Fransa ise bu dönemde en fazla pazar payını artıran ülke oldu. Daha önce yüzde 5-7 bandında bulunan Fransa’nın silah pazarındaki payı son dört yıl içinde yüzde 11’e kadar çıktı. Fransa’nın silah ihracatı 2014-18 ve 2019-23 yılları arasında yüzde 47 oranında artarken, ilk kez Rusya’nın önünde ikinci en büyük silah ihracatçısı oldu. Fransa’nın silah ihracatının en büyük payını ( yüzde 42) Asya ve Okyanusya’daki ülkeler, yüzde 34’ünü Ortadoğu ülkeleri oldu. Keza Fransa’nın silah ihracatının tek başına en büyük alıcısı, yaklaşık yüzde 30’luk payla Hindistan olması da ayrıca dikkat çekici. Hindistan’ın en önemli tedarikçilerinden biri daha önce Rusya idi. Fransız silah ihracatındaki artışındaki başlıca nedeni Hindistan, Katar ve Mısır’a yapılan teslimatlar oldu. Hindistan son beş yıl içinde dünyada en fazla silah satın alan ülke olurken, Katar üçüncü, Mısır da yedinci oldu.
Bunların yanı sıra en fazla silah satın alan ülkelerin başında Suudi Arabistan (2.sırada), Ukrayna (4), Pakistan (5) ve Japonya (6), Avustralya (8), Güney Kore (9) geliyor.

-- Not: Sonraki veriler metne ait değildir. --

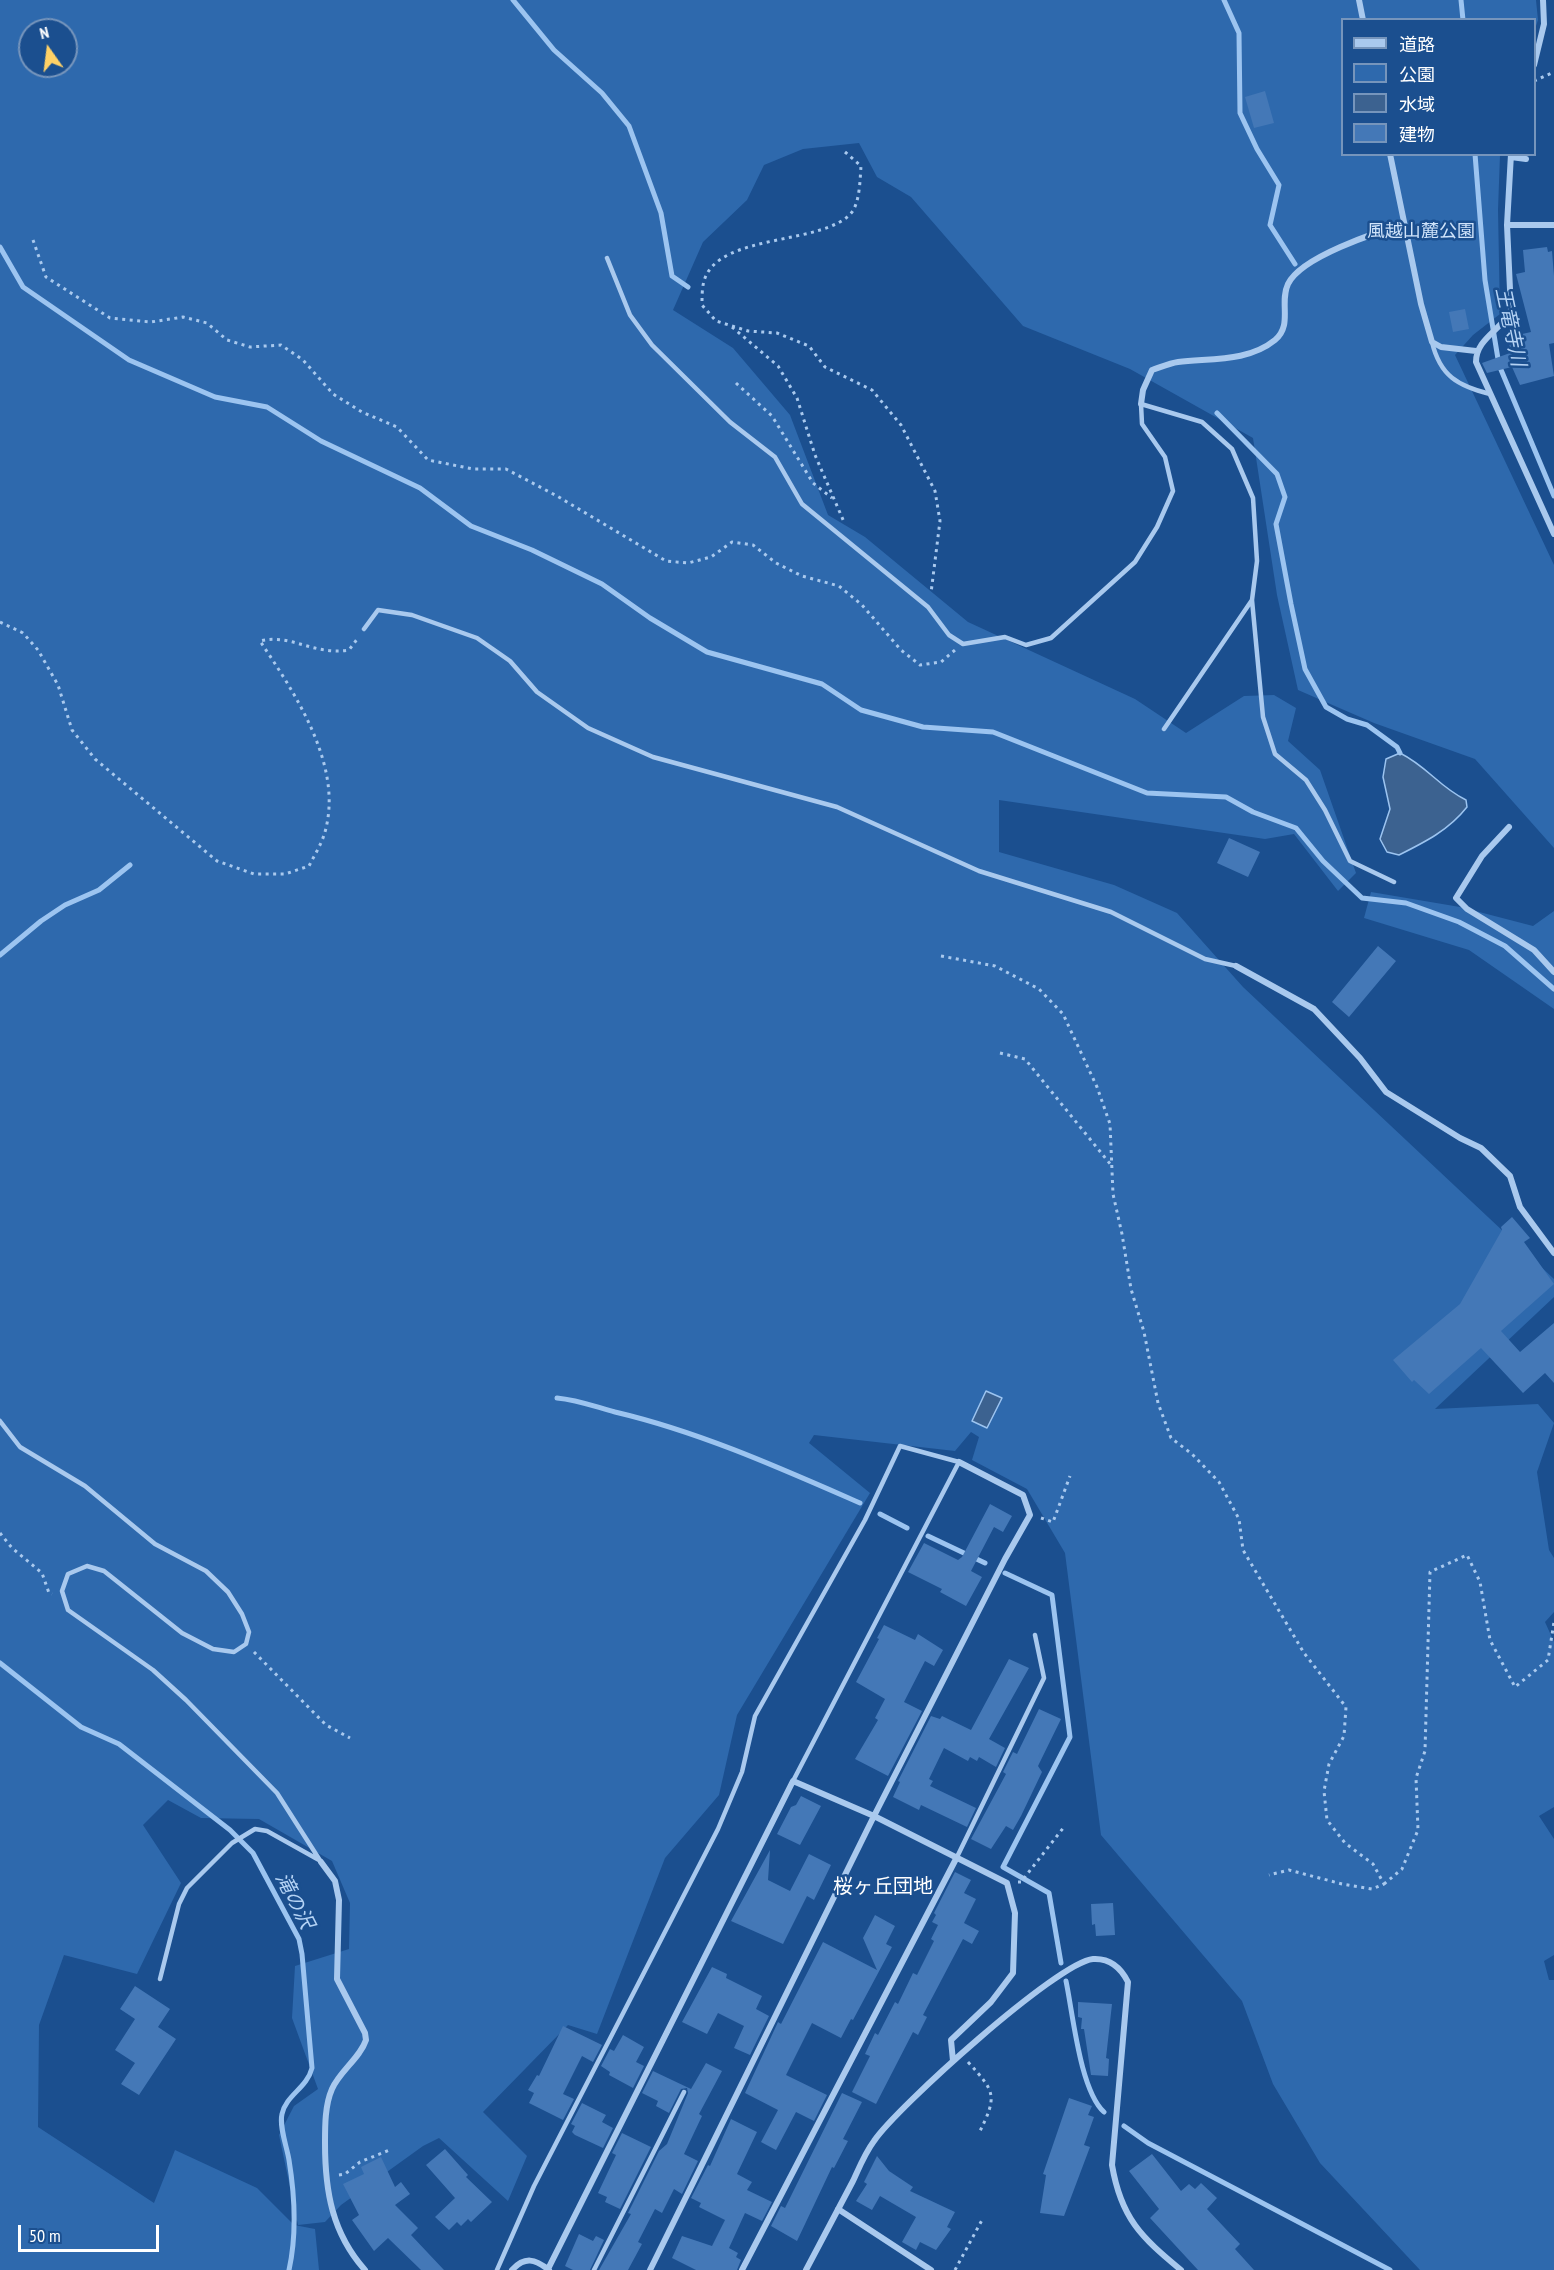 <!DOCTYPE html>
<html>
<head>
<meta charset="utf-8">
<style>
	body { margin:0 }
	#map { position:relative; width:1554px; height:2270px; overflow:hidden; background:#1b4f8f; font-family:"PT Sans Narrow","Noto Sans JP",sans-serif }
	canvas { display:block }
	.legend { position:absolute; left:1341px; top:18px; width:195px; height:138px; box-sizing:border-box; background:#1b4f8f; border:2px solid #7695bc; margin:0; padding:8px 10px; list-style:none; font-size:18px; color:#fff }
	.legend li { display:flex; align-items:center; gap:12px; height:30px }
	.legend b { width:30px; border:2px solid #7695bc }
	.north { position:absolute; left:18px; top:18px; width:60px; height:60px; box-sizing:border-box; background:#1b4f8f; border:2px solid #7695bc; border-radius:50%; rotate:346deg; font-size:16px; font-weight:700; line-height:24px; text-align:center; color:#fff }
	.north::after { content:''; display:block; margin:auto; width:21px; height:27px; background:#ffd166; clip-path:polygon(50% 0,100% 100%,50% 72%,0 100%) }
	.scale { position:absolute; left:18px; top:2225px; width:141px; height:27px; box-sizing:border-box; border:3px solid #fff; border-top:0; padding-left:8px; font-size:18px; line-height:21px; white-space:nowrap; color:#fff; -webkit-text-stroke:4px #1b4f8f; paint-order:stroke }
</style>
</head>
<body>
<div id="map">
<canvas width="1554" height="2270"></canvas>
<ul class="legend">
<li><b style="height:8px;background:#a9c9ee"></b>道路</li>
<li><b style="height:16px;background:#2e69ad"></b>公園</li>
<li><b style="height:16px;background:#3c6290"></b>水域</li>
<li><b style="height:16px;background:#4478b7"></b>建物</li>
</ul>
<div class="north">N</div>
<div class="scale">50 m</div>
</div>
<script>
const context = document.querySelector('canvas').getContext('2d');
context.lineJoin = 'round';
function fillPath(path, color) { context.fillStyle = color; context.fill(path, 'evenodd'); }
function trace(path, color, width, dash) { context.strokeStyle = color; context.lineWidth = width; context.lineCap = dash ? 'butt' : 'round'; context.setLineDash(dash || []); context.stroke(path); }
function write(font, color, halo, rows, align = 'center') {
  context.font = font + ' "PT Sans Narrow","Noto Sans JP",sans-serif'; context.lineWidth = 5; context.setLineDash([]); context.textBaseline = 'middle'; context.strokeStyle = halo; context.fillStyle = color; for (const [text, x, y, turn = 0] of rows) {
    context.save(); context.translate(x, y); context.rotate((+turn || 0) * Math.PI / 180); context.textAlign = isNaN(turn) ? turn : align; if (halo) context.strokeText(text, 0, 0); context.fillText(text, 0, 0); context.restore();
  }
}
const green = new Path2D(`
	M0,0H1536L1538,20L1535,29L1534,20H1342V154L1500,155L1498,210L1500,314L1473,335L1455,355L1554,565V848L1475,759L1374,723L1298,690L1277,595L1253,438L1130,369L1023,326L911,197L877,177L859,143L803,149L764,165L747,200L703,242L673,310L733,348L790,415L828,515L865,537L968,622L1135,699L1186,733L1244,696L1274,695L1296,708L1288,741L1320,770L1356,873L1338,891L1294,834L1265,839L999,800V852L1114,885L1177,913L1243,987L1554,1279V1297L1435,1409L1538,1404L1554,1423L1537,1472L1549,1550L1554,1558V1612L1545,1622L1554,1642V1807L1539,1816L1554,1839V1955L1544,1961L1549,1980H1554V2270H1420L1320,2163L1273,2084L1242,2001L1101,1835L1065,1553L1027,1489L972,1460L979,1437L971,1432L955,1451L814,1435L809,1443L870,1493L737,1715L719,1795L665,1858L597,2034L568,2025L483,2112L527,2156L508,2201L439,2138L423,2146L341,2205L325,2222L298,2225L279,2135L294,2106L318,2089L292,2018L295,1966L349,1949L350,1903L332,1861L259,1819L201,1818L168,1800L143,1825L181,1883L137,1974L64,1955L39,2025L38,2127L154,2203L175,2150L257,2188L294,2225L315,2229L319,2270H0ZM30,30H66V66H30Z
	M1371,892L1460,907L1533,926L1554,911V1009L1469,950L1364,918Z`);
const water = new Path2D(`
	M1400,753C1428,767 1439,787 1466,800L1467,807C1449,830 1425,842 1399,855L1387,852L1380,839L1390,809L1383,777L1386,759Z
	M986,1391L1002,1398L987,1428L972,1421Z`);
const stream = new Path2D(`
	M513,0L554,50L602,93L629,126L661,213L672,276L688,287
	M1224,0L1239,33L1240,113L1257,149L1279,185L1270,225L1295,264
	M1461,0L1463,20
	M1475,154L1485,280L1499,365L1554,496
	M0,247L23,287L129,360L215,397L267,407L321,441L420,488L471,526L532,550L602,584L650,618L707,652L822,684L861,710L923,727L993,732L1147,793L1226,797L1253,812L1296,828L1323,861L1362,898L1406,903L1459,922L1505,946L1554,989
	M1217,413L1277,474L1285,497L1276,524L1291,604L1305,669L1326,707L1347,719L1367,725L1397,747L1400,753
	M0,955L41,921L65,905L99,890L130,865
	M557,1398C578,1400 596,1407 615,1412C700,1432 780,1468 860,1503
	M880,1514L907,1528
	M928,1536L985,1563
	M1005,1573L1052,1595L1070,1737L1003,1867L1049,1893L1061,1963
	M0,1663L81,1727L119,1744L230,1830L253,1853L299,1939L302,1954L312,2068C307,2088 286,2095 282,2114C279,2127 287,2147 289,2160C295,2197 297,2234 289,2270
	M1066,1981C1073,2014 1080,2090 1104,2112
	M1124,2126L1148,2143L1390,2270`);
const building = new Path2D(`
	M1265,91L1274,123L1254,128L1245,97Z
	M1547,247L1548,252L1552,251L1554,276V343L1549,344L1554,376L1520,385L1512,367L1487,373L1482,363L1510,353L1509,337L1531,332L1516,274L1525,272L1523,250Z
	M1465,309L1469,329L1453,332L1449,312Z
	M1229,838L1260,852L1248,877L1217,863Z
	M1378,946L1396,961L1349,1017L1332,1002Z
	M1512,1217L1530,1238L1524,1242L1554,1284L1501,1331L1520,1352L1554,1323V1383L1545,1373L1523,1393L1481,1348L1429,1394L1414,1380L1412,1382L1393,1360L1460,1304L1502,1230L1501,1227Z
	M990,1504L1012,1516L1003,1532L994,1527L971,1571L982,1577L966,1606L940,1592L942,1589L908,1572L924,1543L958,1560L962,1557Z
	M884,1625L915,1640L918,1634L943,1650L934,1666L925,1661L904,1702L922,1711L888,1776L855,1759L878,1720L875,1718L885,1699L856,1682L879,1639L877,1638Z
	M1009,1659L1029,1668L989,1739L1005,1748L996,1767L979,1757L977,1761L970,1757L968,1761L944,1748L929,1779L933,1781L930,1786L976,1808L967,1827L921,1805L919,1810L893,1797L900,1782L898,1781L931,1716L940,1719L942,1716L971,1730Z
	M1039,1709L1061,1719L1038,1766L1042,1772L1021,1816L1013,1830L1006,1826L991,1849L971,1839L1006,1774L1003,1772L1013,1752L1017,1754Z
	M801,1796L821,1806L800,1845L777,1834L791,1807L796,1805Z
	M770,1850L768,1880L790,1891L809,1854L831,1865L814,1900L807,1896L783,1944L731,1921Z
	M955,1872L971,1880L964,1893L976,1899L964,1923L979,1931L972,1944L963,1939L923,2015L927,2017L918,2035L913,2032L876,2104L852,2092L870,2056L865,2054L875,2033L878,2035L895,2002L898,2004L913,1973L917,1975L934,1941L931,1939L938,1925L932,1922L936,1915L934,1913Z
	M1113,1903L1115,1935L1096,1936L1095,1924L1092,1925L1091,1904Z
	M875,1915L895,1926L886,1944L892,1947L853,2020L851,2019L841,2038L812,2023L786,2075L827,2095L814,2121L796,2112L776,2150L761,2142L778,2110L745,2093L778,2022L781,2024L823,1942L877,1970L863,1938Z
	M712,1967L727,1974L726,1978L762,1996L756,2009L769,2016L750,2055L734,2048L744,2026L718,2013L707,2034L682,2022Z
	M135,1986L170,2009L158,2027L176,2039L139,2095L121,2084L135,2063L115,2050L135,2019L120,2009Z
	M1078,2002L1112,2004L1106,2058L1109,2059L1108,2076L1091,2075L1084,2029H1081L1082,2018L1078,2017Z
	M563,2026L602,2045L593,2062L582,2056L563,2094L574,2099L563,2120L529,2103L534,2093L528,2090L537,2075L539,2076Z
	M623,2035L644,2047L636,2062L644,2066L633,2088L609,2075L610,2072L601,2066L610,2049L614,2051Z
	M706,2063L722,2071L699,2114L702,2116L684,2154L698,2161L682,2194L674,2189L662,2213L655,2209L638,2242L642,2244L628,2270H599L631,2214L628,2213L659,2151L667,2144L688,2093L687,2088L681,2089L669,2113L656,2106L658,2101L642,2093L653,2071L691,2089Z
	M842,2093L862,2102L843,2139L848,2141L834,2168L832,2167L797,2241L771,2226L781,2206L785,2208Z
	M1069,2098L1092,2106L1088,2115L1094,2117L1084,2145L1090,2147L1064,2216L1040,2213L1046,2175L1043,2174Z
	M582,2103L606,2115L602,2122L613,2128L603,2148L575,2135L572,2132L575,2126L571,2124Z
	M731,2119L757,2132L737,2174L752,2182L747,2190L772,2202L762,2221L745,2213L729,2248L738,2253L736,2257L741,2260L737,2270H696L672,2258L682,2236L712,2246L725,2220L699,2207L701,2203L691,2198L708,2165L710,2166Z
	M622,2133L651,2147L620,2209L605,2202L607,2197L598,2193L616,2155L612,2153Z
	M445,2149L468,2175L466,2177L492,2202L471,2222L468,2219L461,2226L457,2222L449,2230L435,2217L455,2198L426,2165Z
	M1152,2154L1181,2191L1189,2184L1195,2189L1201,2183L1217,2198L1207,2209L1240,2244L1235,2249L1254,2270H1198L1150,2218L1159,2209L1129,2171Z
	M877,2156L889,2171L913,2187L910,2191L955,2212L947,2227L951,2229L936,2250L920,2242L916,2250L902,2242L916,2217L880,2196L872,2210L856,2201L867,2184L864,2182Z
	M381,2157L395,2187L401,2182L410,2194L395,2205L418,2228L411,2235L444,2270H421L388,2238L374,2251L352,2220L359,2215L343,2184L364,2174L361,2167Z
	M579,2234L593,2241L596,2236L604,2240L590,2270H573L565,2266Z`);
const path = new Path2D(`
	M1534,81L1554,72
	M845,152L861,166C860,179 860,201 852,212C825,246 718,232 704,281C702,288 702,297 702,305L716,321L748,331L777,333L809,346L825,367L872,390L901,425L935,491L940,521L931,593
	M33,240L46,277L110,318L151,322L183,317L207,323L227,340L250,347L281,345L303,360L333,394L362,412L397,427L428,460L473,469H506L557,496L666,561L688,563L711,557L732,542L753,545L776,563L802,576L839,586L862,605L901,650L920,665L941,662L955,650
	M732,327L778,366L797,398L815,455L844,522
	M736,383L772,416L813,483L832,498
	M0,622L23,633L38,650L58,685L72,730L95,759L217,861L254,874H285L309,866C315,854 323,842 326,828C342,763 294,692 260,641C290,633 314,656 349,650L358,638
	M941,956L995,966L1039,989L1063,1014L1097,1087L1110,1124L1113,1194L1122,1234L1131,1289L1144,1332L1158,1403L1171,1438L1192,1454L1219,1482L1239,1519L1243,1550L1304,1653L1346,1707L1344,1736L1329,1764L1324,1791L1327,1820L1345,1843L1373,1864L1384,1884L1372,1889L1342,1884L1289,1870L1269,1875
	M1000,1053L1025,1059L1111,1165
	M1041,1518L1053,1522L1070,1476
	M0,1533L12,1548L42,1573L49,1593L52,1594
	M254,1652L326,1725L350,1738
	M1018,1882H1021L1064,1827
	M1384,1884L1402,1869L1418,1830L1416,1778L1425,1751L1430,1572L1467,1555L1480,1582L1490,1640L1515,1687L1548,1660L1554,1622
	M968,2062C995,2092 998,2095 979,2133
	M339,2175L345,2174L360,2162L392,2149
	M955,2270L982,2220`);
const service = new Path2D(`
	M607,258L630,315L652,345L730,422L775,457L802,504L928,607L949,635L963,644L1005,637L1026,645L1051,638L1135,562L1157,527L1173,491L1165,457L1142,424L1141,404L1202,422L1232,449L1253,498L1257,561L1252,600L1263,717L1275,754L1306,780L1325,810L1350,861L1394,882
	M1432,342C1440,376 1458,386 1490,394
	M364,629L378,610L412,615L477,638L510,661L537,692L588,728L653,757L837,807L979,871L1111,912L1205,959L1236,966
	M1164,729L1252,600
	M0,1421L20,1447L85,1486L155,1544L206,1571L228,1592L242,1614L249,1632L246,1644L234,1652L213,1649L182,1633L104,1571L87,1566L68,1574L62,1591L68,1610L153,1670L186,1700L277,1793L321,1862
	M957,1857L1044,1678L1035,1635
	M160,1979L179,1904L187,1888L232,1843L255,1829L267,1831L319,1860
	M497,2270L534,2186L718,1829L742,1772L755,1716L865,1520L900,1446L959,1462L793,1781
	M594,2270L684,2092`);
const minor = new Path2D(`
	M1359,0L1363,20
	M1534,65L1544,24L1543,0
	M1390,154L1421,304L1432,342L1441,347L1476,351
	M1511,154L1507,225L1511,311C1500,331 1476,339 1476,362L1554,534
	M1511,157L1526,159
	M1507,225H1554
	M1141,404L1143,390L1152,370C1161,367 1170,363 1178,362C1211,358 1248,362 1275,340C1293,325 1279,303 1288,284C1301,257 1376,232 1404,225
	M1509,827L1482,856L1456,898L1467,909L1534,950L1554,972
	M1236,966L1314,1009L1360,1058L1386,1092L1460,1138L1481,1148L1510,1176L1520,1207L1554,1253
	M321,1862L335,1881L339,1900L337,1979L365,2033L366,2040C360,2058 340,2071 332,2089C325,2105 325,2125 325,2143C325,2191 332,2233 365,2270
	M838,2209L931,2270
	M548,2269L793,1781L874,1816L1007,1883L1015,1913L1013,1973L991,2002L951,2040L953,2061
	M512,2270C525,2256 535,2259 549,2270
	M650,2270L874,1816L1005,1559L1030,1515L1023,1495L959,1462
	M742,2270L957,1857
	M806,2270C822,2240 837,2211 853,2181C859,2168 865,2153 874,2141C897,2107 1058,1962 1093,1959C1110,1958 1121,1968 1128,1982L1112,2165C1121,2218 1141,2237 1181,2270`);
const parkNames = [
	["風越山麓公園",1421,232]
];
const waterNames = [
	["王竜寺川",1510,327,78],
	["滝の沢",294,1901,63]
];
const neighbourhoodNames = [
	["桜ヶ丘団地",883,1887]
];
fillPath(green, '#2e69ad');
fillPath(water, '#3c6290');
trace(water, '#9cc4f0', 1.5);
trace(stream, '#9cc4f0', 5);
fillPath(building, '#4478b7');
trace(path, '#a9c9ee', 3, [3, 4.5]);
trace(service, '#a9c9ee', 4.5);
trace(minor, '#a9c9ee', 6);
write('18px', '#cfe3fa', '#1b4f8f', parkNames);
write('italic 20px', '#b5d3f5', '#1b4f8f', waterNames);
write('20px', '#fff', '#1b4f8f', neighbourhoodNames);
</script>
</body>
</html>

Son üç ülkenin ABD’nin Çin’i Asya Pasifik’te çevreleme stratejisi çerçevesinde silahlandığı biliniyor. Bu da, savaşın olup olmayacağından bağımsız olarak, ABD’nin izlediği gerilimli dış politika ve stratejisinin asıl olarak ABD’li silah tekellerinin işine yaradığını bir kez daha ortaya koyuyor.
Son yıllarda silah sanayisine yapılan yatırımlar, artan savaşlar ve yeni pazarlar Türk silah tekellerinin de işine yaradı. Türkiye karşılaştırılan 5’er yıllık dönemler arasında silah satışını yüzde 106 artırdı. Türkiye, dünyanın en büyük 11. silah ihracatçısı konumuna yükseldi. Türkiye’nin silah ihracatında Birleşik Arap Emirlikleri yüzde 15’lik payla ilk sırada yer aldı.
SIPRI’nın raporunda Türkiye silah ithalatında ise 17. sırada yer aldı.
İSRAİL’İN İKİ SİLAH TEDARİKÇİSİ
SIPRI raporunda gerilimin yüksek olduğu bölgelerde ülkelerin Batılı tekellere silah siparişinde önemli bir artışa işaret edilirken, İsrail’in Gazze’de yürütmüş olduğu savaşın da asıl olarak ABD ve Alman silahlarıyla sürdürüldüğünü çarpıcı şekilde bir kez daha gözler önüne serdi. Rapora göre, son dört yılda İsrail’in ihtiyaç duyduğu silahların yüzde 30’unu Almanya, yüzde 69’unu da ABD verdi. Bu tablo, on binlerce Filistinlinin asıl olarak Almanya ve ABD’nin verdiği silahlar yapıldığını ortaya koyuyor. Bu nedenle her iki ülkede İsrail’e silah ihracatının derhal durdurulması talebiyle etkinliklerin yapılması büyük bir önem taşıyor.